Abu Ghraib prison is a huge complex, over two hundred acres. The unit where the abuses that we have heard about took place is supposed to be the high value prisoner unit. What sort of process was used to decide who ended up in this unit? Most of us on the Left focus on the Red Cross report that more than 70% of the prisoners at Abu Graib were picked up in sweeps and not accused of anything specific. The Right has been focusing on the fact that this was the high value prisoner unit and therefore these guys must be guilty of something and deserving of violence (a chain of logic that does considerable violence to a couple of centuries of common law respect for due process). If we had a better idea of who the men in the high value prisoner unit were and how they got their we might be able to have a more productive debate.
There have been stories of humiliating little old ladies and raping women. There are no women in this unit of the prison. We need better explanations of where, when, and under what circumstances each abuse took place. Right now all we have is a bunch of anecdotes that are blended together in the public imagination and lacking context.

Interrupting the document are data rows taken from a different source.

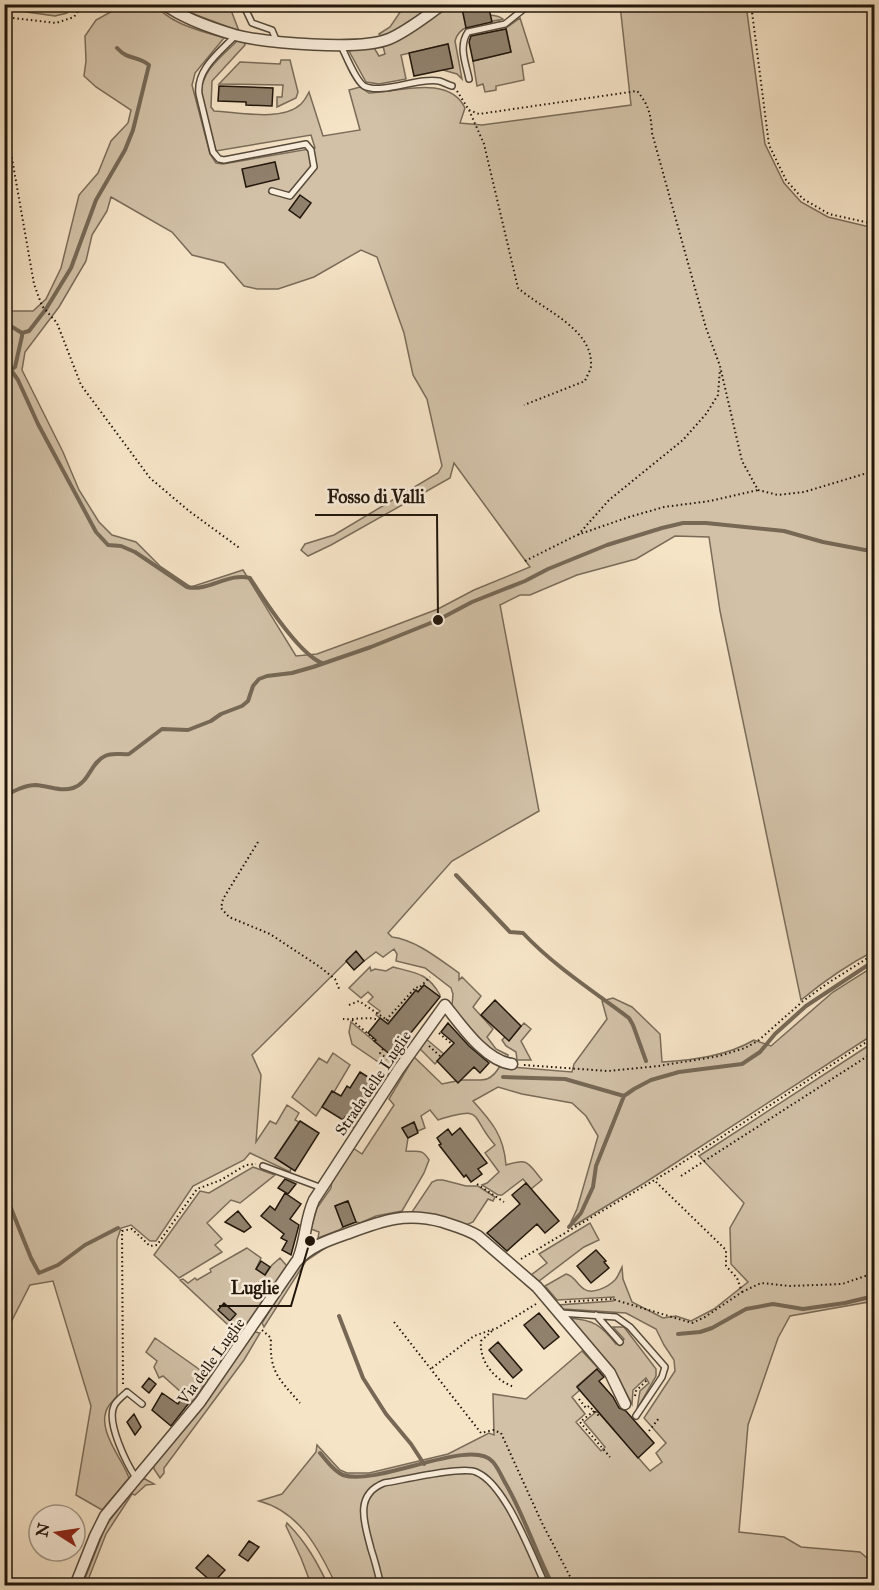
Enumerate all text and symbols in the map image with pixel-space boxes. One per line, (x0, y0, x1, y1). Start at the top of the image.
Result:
callout: Fosso di Valli (315, 479, 437, 515)
text: Fosso di Valli (327, 486, 426, 508)
street label: Strada delle Luglie (331, 1027, 416, 1140)
callout: Luglie (219, 1270, 291, 1306)
text: Luglie (231, 1277, 280, 1300)
street label: Via delle Luglie (173, 1314, 250, 1409)
north arrow (27, 1503, 87, 1563)
text: N (32, 1521, 54, 1539)

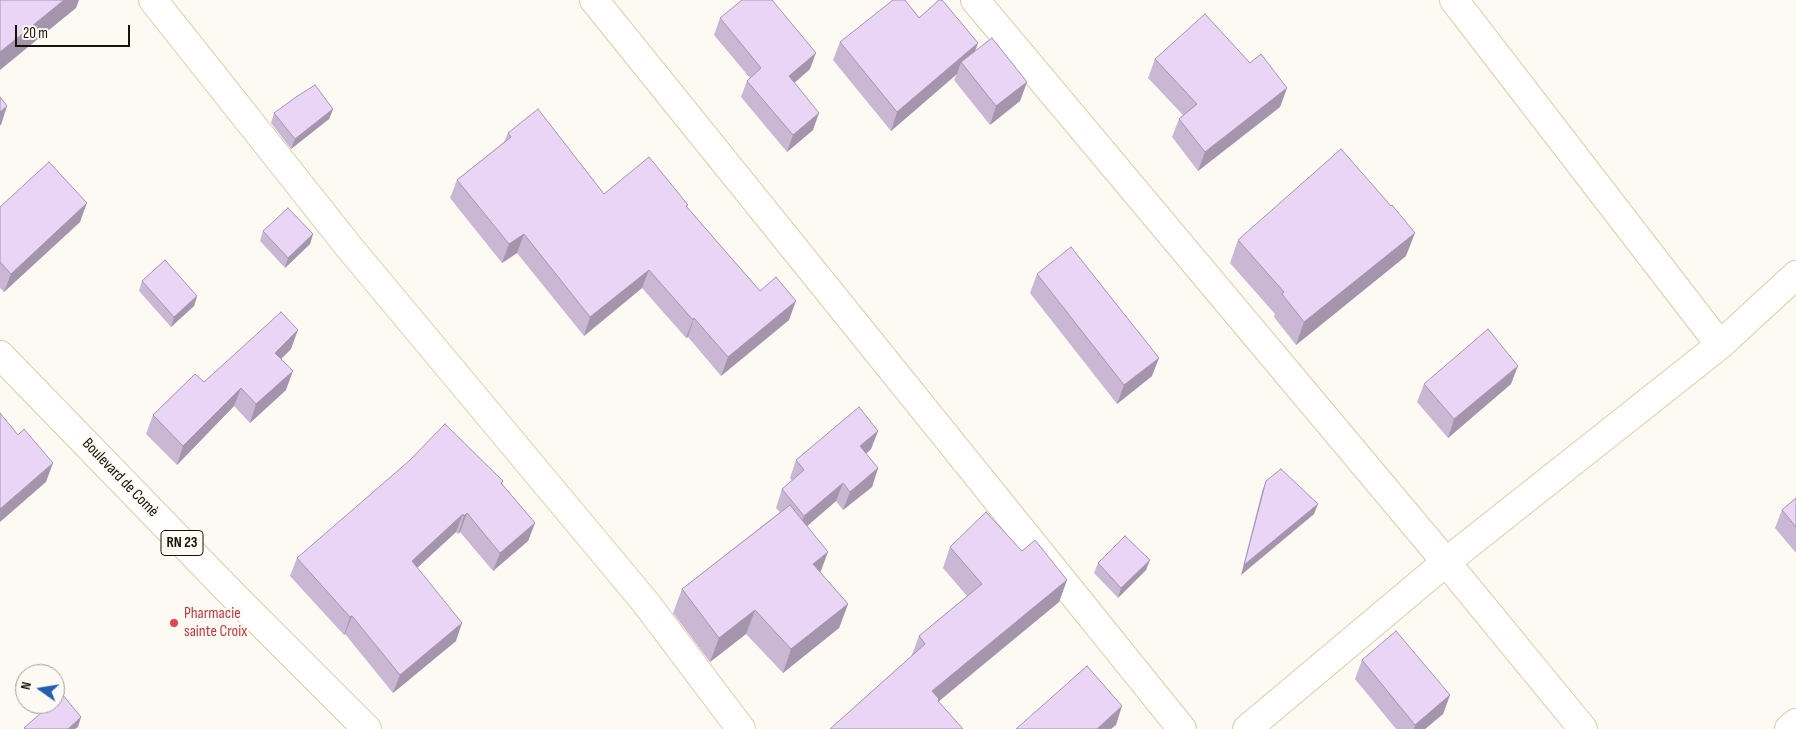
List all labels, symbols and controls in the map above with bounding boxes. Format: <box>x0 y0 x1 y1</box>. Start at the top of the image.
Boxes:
scale bar <box>18 15 132 47</box>
text: 20 m <box>23 24 48 43</box>
street label: Boulevard de Comè <box>78 435 162 521</box>
road number: RN 23 <box>161 530 203 556</box>
place label: Pharmacie sainte Croix <box>184 604 247 642</box>
marker: Pharmacie sainte Croix <box>168 617 180 629</box>
north arrow <box>15 664 65 714</box>
text: N <box>17 680 35 691</box>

Another aspect of the confused blending of incidents is the eliding of interrogations and recreational violence. The Right narrative is of getting information from bad people in order to save lives (we're tough enough to do what needs to be done). Again, it's macho bullshit, but it allows them to remain on the side of the comic book heros. The Left narrative is of beating the crap out of innocent people for the heck of it. My feeling is that most of what has been revealed so far has been recreational violence and that the interrogation violence (torture) is still mostly covered up. I know there was some blurring of the borders at the prison, with guards asked to soften prisoners up for interrogation, so again, we need more context to make sense out of all of these horrific anecdotes.
The official excuse is to try and scapegoat the blame onto "a few bad apples." Our problem is that there were bad apples as well as sanctioned violations of international law. If we are going to nail those higher up the food chain, we need clarity about the different crimes committed, and we need to communicate it to the public in a sound-bite way.